━━━━━ STUDY MATERIAL ━━━━━

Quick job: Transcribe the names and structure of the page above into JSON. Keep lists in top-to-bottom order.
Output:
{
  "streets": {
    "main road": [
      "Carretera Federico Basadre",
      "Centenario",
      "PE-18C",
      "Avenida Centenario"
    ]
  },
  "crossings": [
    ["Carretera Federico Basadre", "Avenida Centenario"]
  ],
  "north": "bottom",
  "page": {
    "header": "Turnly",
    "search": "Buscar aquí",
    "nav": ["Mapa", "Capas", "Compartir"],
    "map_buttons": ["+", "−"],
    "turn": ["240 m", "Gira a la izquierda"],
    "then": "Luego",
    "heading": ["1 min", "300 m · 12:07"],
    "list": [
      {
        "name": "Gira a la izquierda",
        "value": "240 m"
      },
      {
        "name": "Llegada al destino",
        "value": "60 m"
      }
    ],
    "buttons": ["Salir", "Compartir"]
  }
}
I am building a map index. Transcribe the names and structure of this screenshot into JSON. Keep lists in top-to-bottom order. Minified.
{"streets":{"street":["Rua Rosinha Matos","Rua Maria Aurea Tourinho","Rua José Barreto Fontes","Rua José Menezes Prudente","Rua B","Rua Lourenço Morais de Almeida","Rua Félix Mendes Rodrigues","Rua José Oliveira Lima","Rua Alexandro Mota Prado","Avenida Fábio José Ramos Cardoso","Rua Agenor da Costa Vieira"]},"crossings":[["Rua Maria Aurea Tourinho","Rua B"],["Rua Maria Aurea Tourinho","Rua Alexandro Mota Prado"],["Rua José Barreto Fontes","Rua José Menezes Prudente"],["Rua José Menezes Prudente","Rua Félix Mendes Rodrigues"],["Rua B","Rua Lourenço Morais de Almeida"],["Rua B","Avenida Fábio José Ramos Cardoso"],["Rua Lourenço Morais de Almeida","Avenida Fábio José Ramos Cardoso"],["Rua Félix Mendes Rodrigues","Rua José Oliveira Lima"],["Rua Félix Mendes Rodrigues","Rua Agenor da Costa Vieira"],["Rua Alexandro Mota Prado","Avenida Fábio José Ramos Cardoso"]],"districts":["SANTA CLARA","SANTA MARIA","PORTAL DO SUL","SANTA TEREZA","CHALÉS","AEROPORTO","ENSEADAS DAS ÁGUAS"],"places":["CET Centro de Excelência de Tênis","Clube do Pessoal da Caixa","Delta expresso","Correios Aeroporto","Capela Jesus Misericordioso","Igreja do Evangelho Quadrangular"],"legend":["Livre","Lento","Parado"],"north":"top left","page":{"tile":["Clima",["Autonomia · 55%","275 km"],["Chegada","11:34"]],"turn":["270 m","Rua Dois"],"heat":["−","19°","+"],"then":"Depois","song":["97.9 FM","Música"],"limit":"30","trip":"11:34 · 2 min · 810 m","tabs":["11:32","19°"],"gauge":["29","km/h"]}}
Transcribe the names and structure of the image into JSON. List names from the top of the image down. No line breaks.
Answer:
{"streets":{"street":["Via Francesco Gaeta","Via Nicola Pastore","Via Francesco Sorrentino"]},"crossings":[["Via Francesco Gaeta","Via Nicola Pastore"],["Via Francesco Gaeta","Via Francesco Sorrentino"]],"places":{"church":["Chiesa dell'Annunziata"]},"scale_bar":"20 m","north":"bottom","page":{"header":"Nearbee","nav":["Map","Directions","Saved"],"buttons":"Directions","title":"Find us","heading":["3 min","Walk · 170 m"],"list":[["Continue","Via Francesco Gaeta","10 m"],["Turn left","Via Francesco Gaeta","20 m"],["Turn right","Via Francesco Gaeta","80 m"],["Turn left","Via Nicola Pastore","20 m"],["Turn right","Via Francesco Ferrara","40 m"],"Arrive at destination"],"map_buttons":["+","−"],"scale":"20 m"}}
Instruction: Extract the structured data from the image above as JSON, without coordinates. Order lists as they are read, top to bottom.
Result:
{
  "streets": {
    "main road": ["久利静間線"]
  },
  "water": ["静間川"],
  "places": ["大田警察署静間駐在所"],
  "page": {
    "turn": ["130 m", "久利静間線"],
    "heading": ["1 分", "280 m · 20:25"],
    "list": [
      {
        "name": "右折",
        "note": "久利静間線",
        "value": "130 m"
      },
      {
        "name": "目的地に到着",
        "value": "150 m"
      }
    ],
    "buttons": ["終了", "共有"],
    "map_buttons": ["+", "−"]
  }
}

━━━━━

TASK GOAL » Looking at the entries above, copy out every line in which "Gira" occurs.

ANSWER TO THE EXERCISE »
    "turn": ["240 m", "Gira a la izquierda"],
        "name": "Gira a la izquierda",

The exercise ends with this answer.